On the morning of Feb. 24, 2014, Lawson said, he gave his wife a kiss while she was still in bed, told her he loved her and headed out for a day of meetings in Baltimore. When he finally was able to check his phone on a break, he found 13 missed calls and a bevy of texts. One from his assistant was particularly chilling.
“Call me now,” it said.
Lawson eventually made his way to Inova Fairfax Hospital, where his wife was hooked up to a variety of tubes and machines. At some point, he said, he saw Jennifer Lawson move — which he interpreted as a signal she was battling to stay alive.
“I said, ‘You keep it up, you keep fighting, you’re going to get better,’ ” Lawson said.
The doctors, though, soon ushered him out of the room and started CPR. When they next emerged, they told him his wife had died.
“It’s just impossible to be prepared for that moment,” Lawson said, “and I wasn’t.”
Szwez, who was the family’s emergency contact, said she gathered the children, and they played at her house until their father came back home. Lawson broke the news to them that night. Police eventually charged the dump truck driver, Marvin Valladares, now 34, with failure to give full time and attention to driving.

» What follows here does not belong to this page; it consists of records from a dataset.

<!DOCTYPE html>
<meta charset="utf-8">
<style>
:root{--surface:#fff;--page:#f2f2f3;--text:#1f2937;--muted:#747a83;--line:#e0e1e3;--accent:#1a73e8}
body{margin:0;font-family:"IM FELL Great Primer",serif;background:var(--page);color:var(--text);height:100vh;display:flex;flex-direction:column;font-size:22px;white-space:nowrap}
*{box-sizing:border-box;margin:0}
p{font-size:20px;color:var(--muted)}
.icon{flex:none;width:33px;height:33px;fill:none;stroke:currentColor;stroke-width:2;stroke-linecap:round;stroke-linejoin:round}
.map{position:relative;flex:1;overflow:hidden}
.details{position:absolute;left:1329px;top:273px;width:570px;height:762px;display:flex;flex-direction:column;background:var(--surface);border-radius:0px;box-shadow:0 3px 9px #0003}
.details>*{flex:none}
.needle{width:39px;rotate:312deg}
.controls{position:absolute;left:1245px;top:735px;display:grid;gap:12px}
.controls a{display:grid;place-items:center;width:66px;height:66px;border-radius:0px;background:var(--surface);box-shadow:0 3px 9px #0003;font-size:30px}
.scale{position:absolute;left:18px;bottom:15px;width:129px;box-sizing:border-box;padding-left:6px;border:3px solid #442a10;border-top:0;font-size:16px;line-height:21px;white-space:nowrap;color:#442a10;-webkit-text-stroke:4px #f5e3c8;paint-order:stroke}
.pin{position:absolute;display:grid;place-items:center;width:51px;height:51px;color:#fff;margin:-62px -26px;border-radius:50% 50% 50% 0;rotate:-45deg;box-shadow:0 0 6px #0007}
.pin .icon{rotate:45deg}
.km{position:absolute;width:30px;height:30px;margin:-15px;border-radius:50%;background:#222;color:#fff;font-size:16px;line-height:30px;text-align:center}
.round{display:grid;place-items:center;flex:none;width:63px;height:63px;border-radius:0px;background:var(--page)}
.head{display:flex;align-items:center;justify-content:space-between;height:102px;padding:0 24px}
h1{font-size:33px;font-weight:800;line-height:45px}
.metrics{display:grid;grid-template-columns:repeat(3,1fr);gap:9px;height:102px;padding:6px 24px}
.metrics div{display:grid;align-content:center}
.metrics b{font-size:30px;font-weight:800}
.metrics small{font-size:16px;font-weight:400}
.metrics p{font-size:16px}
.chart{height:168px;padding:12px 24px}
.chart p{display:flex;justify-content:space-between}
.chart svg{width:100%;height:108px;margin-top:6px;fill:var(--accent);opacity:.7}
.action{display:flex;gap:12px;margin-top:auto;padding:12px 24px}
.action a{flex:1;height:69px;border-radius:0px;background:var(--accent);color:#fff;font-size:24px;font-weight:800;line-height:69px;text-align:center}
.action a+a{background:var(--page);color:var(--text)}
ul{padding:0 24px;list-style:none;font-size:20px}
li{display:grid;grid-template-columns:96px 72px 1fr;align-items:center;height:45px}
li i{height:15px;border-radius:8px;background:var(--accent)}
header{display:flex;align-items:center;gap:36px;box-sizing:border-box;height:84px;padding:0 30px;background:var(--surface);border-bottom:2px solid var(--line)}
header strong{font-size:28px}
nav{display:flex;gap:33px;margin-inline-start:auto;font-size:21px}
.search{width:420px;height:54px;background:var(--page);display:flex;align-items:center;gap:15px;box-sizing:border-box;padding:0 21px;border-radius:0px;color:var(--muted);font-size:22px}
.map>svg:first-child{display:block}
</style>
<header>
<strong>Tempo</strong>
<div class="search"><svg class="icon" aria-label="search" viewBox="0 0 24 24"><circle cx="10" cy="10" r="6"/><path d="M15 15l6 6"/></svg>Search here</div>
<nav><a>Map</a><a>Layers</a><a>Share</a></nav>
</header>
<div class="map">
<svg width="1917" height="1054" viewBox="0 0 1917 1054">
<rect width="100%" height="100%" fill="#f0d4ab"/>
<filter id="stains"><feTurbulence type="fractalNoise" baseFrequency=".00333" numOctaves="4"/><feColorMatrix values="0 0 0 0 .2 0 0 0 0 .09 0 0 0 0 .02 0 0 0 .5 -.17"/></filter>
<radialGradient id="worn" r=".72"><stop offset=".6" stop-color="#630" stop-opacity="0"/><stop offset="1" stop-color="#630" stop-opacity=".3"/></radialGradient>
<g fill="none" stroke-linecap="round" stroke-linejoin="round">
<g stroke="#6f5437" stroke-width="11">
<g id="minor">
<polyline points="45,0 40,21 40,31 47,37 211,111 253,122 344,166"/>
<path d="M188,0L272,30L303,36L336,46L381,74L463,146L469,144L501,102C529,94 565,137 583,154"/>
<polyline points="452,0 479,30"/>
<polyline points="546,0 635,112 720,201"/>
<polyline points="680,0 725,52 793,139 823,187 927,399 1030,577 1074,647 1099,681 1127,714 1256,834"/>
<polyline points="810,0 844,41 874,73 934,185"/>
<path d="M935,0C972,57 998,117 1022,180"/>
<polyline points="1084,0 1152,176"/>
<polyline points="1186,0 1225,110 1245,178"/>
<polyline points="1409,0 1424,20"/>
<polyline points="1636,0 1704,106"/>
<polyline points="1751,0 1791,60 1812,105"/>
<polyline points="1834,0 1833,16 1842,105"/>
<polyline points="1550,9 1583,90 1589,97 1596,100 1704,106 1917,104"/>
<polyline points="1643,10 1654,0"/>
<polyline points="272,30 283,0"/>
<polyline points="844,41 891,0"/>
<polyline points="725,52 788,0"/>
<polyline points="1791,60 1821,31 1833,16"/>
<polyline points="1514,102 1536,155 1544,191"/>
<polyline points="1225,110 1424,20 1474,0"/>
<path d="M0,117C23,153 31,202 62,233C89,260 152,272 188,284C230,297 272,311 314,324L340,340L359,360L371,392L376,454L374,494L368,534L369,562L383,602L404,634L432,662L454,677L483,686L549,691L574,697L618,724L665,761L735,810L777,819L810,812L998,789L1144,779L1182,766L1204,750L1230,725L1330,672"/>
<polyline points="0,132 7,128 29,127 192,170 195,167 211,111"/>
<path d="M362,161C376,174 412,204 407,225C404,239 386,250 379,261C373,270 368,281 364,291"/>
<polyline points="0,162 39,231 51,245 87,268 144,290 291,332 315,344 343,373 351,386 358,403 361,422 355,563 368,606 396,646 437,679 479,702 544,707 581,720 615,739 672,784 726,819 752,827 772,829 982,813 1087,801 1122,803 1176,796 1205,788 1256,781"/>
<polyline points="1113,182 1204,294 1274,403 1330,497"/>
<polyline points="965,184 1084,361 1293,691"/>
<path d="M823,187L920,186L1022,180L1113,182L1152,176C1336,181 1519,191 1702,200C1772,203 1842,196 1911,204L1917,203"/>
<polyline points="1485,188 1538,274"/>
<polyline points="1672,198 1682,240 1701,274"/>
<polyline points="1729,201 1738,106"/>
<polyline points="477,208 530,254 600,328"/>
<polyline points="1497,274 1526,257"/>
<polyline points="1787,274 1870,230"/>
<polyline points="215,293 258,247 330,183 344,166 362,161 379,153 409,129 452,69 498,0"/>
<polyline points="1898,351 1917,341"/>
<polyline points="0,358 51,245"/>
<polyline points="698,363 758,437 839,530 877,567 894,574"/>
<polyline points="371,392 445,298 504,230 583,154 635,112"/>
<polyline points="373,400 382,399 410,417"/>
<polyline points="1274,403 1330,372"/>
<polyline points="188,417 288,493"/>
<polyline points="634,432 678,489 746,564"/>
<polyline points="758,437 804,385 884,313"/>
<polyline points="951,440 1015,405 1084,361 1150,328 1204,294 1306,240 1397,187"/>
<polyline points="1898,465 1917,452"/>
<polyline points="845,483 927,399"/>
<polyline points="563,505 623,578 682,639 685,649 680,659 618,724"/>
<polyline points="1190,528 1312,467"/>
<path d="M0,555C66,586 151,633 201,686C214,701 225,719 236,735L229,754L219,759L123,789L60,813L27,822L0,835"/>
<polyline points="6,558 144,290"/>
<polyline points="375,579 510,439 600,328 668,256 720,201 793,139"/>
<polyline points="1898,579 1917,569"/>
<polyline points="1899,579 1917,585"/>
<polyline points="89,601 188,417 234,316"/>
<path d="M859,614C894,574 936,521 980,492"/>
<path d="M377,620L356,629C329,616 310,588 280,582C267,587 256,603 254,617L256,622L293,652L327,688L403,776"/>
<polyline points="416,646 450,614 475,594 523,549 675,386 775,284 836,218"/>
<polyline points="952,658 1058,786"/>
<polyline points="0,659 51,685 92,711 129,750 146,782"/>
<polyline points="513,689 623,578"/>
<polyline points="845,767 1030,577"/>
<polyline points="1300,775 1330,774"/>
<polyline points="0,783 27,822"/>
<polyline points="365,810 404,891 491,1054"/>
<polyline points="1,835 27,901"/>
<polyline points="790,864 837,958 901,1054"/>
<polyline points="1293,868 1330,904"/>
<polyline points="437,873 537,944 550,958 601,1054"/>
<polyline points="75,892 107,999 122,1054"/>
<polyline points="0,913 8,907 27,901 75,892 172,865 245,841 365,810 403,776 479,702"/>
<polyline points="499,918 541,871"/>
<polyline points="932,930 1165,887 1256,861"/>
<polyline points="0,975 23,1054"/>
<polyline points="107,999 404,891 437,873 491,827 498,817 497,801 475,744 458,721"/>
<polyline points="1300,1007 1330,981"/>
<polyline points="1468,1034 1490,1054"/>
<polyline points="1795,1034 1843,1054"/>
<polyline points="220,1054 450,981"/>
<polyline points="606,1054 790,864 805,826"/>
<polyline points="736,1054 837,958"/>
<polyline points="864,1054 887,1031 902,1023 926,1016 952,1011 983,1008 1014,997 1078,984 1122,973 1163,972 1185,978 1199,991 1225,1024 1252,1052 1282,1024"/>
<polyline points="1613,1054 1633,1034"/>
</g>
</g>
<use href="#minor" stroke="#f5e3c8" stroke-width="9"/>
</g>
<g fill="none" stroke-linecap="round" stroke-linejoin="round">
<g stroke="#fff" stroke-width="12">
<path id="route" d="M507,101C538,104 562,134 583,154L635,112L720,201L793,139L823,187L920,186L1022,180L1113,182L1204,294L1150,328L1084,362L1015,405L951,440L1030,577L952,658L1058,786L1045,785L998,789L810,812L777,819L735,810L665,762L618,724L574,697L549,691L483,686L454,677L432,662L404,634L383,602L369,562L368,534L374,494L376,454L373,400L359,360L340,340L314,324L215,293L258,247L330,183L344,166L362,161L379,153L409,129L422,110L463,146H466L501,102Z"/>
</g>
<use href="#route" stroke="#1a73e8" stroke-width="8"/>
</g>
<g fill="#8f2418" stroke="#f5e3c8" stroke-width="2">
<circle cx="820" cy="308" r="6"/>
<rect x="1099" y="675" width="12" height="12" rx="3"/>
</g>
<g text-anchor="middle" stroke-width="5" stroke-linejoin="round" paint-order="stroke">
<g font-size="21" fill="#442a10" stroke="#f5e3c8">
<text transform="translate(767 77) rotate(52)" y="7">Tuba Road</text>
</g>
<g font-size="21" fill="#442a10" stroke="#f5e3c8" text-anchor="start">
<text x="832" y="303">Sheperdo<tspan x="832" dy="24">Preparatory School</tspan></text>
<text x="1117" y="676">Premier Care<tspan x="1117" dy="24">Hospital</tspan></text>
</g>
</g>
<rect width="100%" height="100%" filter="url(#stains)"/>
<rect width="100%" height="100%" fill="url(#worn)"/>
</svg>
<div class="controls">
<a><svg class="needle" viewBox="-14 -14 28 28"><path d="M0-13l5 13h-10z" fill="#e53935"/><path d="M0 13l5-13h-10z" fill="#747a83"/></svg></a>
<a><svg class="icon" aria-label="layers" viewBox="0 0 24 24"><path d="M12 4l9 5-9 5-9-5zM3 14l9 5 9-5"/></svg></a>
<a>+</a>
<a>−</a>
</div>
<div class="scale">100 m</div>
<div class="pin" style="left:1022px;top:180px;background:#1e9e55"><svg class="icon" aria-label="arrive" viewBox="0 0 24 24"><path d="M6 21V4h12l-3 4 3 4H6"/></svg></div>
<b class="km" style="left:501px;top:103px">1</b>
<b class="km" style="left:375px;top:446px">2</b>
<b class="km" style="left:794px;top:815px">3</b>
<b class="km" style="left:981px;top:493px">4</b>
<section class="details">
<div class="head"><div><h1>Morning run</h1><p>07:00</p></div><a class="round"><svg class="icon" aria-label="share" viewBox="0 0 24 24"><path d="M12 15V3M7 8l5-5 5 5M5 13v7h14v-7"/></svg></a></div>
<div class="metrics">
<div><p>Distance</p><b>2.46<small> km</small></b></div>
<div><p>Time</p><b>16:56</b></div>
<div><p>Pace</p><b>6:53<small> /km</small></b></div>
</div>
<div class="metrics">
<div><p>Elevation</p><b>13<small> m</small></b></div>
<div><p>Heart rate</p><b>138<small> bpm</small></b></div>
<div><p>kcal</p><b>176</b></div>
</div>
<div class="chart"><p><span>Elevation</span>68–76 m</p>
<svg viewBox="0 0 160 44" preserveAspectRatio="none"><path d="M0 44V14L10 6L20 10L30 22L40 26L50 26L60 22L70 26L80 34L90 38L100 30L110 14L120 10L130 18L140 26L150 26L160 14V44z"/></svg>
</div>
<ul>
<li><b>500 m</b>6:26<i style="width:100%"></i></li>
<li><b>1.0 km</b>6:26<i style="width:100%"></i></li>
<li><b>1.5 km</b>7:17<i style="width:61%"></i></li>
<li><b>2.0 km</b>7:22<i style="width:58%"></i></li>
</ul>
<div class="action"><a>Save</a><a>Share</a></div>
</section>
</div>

Prosecutors said Valladares was driving just too far to the right, and the step on his truck was just over the line that separates traffic from the area where Jennifer Lawson’s minivan was parked. He was found guilty of the traffic infraction in June and ordered to spend six days in jail.
An attorney for Valladares declined to comment for this article. Lawson said he did not immerse himself deeply in the investigation or court process.
“I’m angry that my wife is gone, angry at life, angry at world circumstances, but I wasn’t looking for retribution,” Lawson said.
Lawson said he has devoted himself instead to honoring his wife’s memory. On the anniversary of her death, Lawson announced formally that he had started the Jennifer Bush-Lawson Foundation to help provide funding for mothers-to-be and mothers with newborns. Michele Werner, the director of development for Virginia Hospital Center, said he had already been working with her group to support those causes and had raised about $45,000.
Szwez, the family friend, said people still approach her and talk of how they ran a little farther, played a little longer with their children or read an extra bedtime story “because they knew Jenn would.”
“It just shows how her personality is living on through everyone,” Szwez said.
Lawson, of course, has also poured himself into a more personal cause: his children. He said he still coaches soccer for his sons and volunteers in their classrooms. In the hospital, shortly after his wife died, he took her hand and promised “to make it my life’s mission to make sure they were always okay,” Lawson said. He knows he has a good head start.
“She created an amazing foundation for them,” he said, “and her love lives on in them.”